Leave every picture out, and print the full listing again exactly.

» **WORKING DATA**:

____

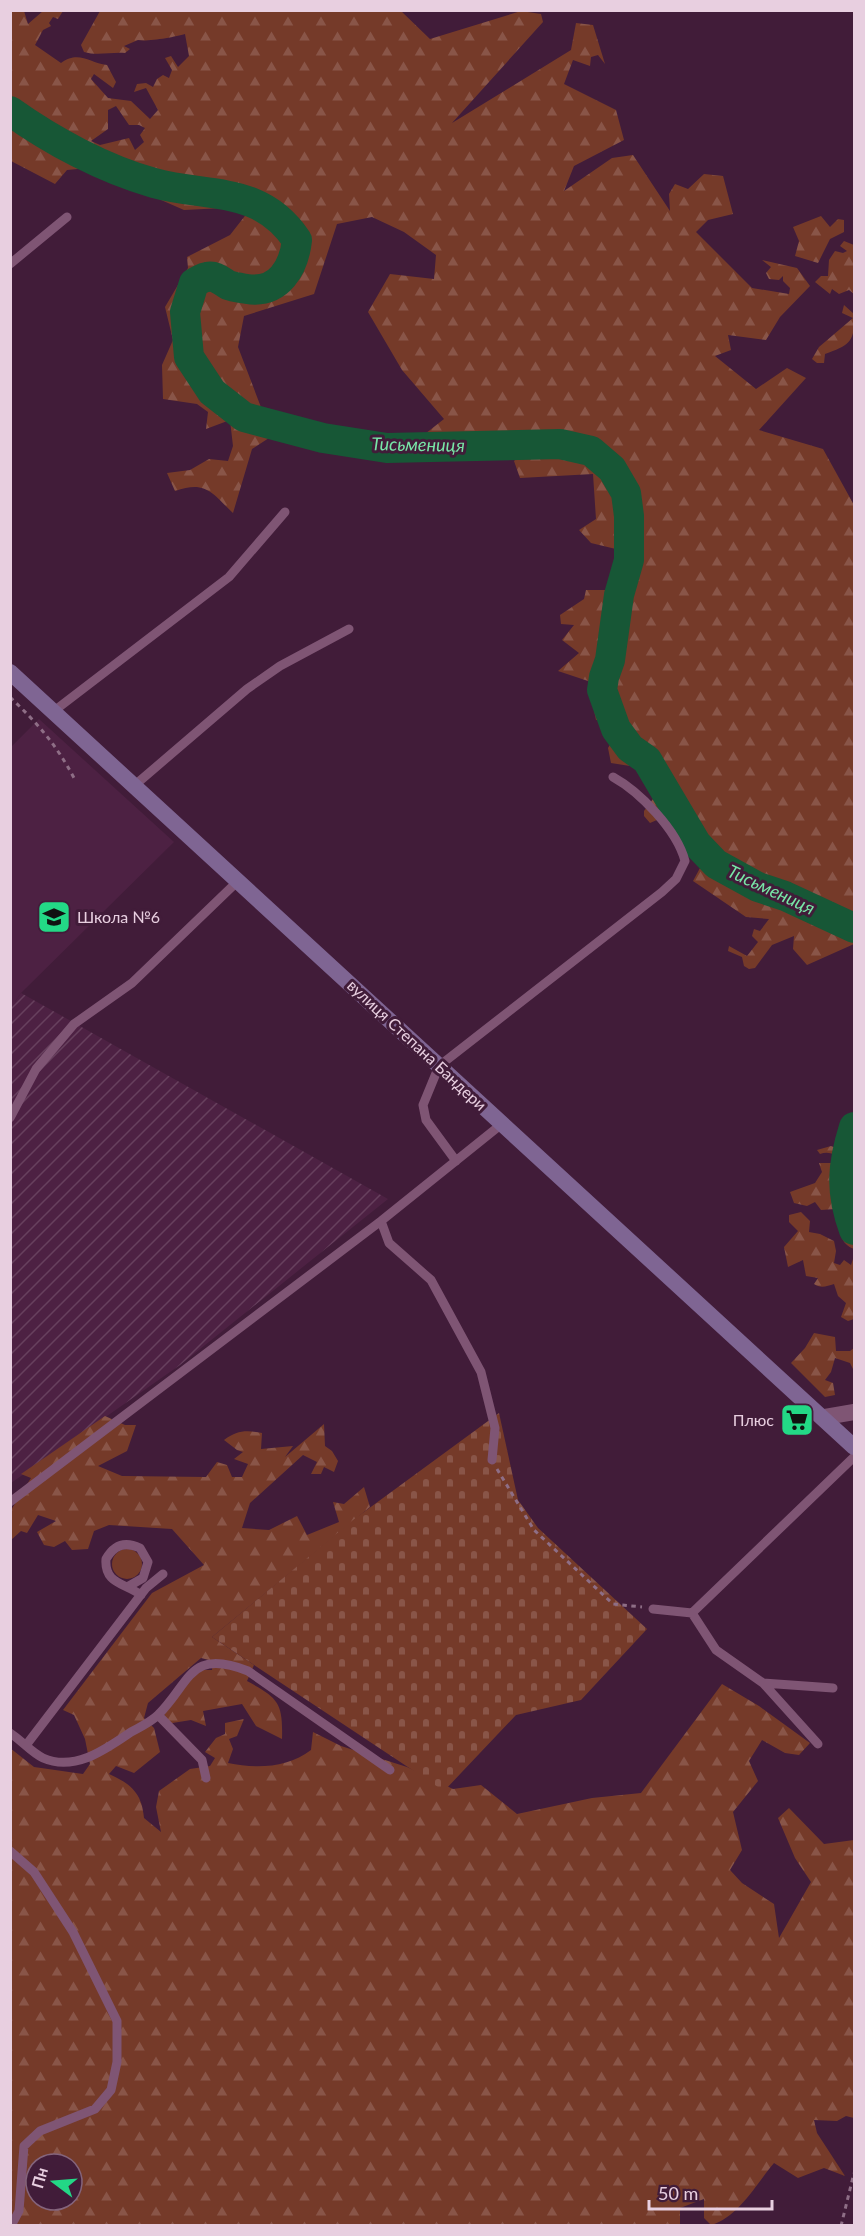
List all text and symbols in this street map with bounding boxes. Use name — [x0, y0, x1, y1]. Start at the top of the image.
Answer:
water label: Тисьмениця — [371, 432, 465, 456]
water label: Тисьмениця — [724, 859, 818, 919]
school or university icon: Школа №6 — [36, 899, 72, 935]
place label: Школа №6 — [77, 907, 160, 926]
street label: вулиця Степана Бандери — [344, 975, 491, 1114]
supermarket icon: Плюс — [779, 1402, 815, 1438]
place label: Плюс — [733, 1410, 774, 1429]
north arrow — [24, 2152, 84, 2212]
text: Пн — [27, 2165, 51, 2190]
scale bar — [649, 2173, 772, 2211]
text: 50 m — [658, 2182, 698, 2204]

____

» **THE COMPLETED TASK**:
List all text and symbols in this street map with bounding boxes. Use name — [x0, y0, x1, y1]. Start at the top of the image.
Answer:
water label: Тисьмениця — [371, 432, 465, 456]
water label: Тисьмениця — [724, 859, 818, 919]
school or university icon: Школа №6 — [36, 899, 72, 935]
place label: Школа №6 — [77, 907, 160, 926]
street label: вулиця Степана Бандери — [344, 975, 491, 1114]
supermarket icon: Плюс — [779, 1402, 815, 1438]
place label: Плюс — [733, 1410, 774, 1429]
north arrow — [24, 2152, 84, 2212]
text: Пн — [27, 2165, 51, 2190]
scale bar — [649, 2173, 772, 2211]
text: 50 m — [658, 2182, 698, 2204]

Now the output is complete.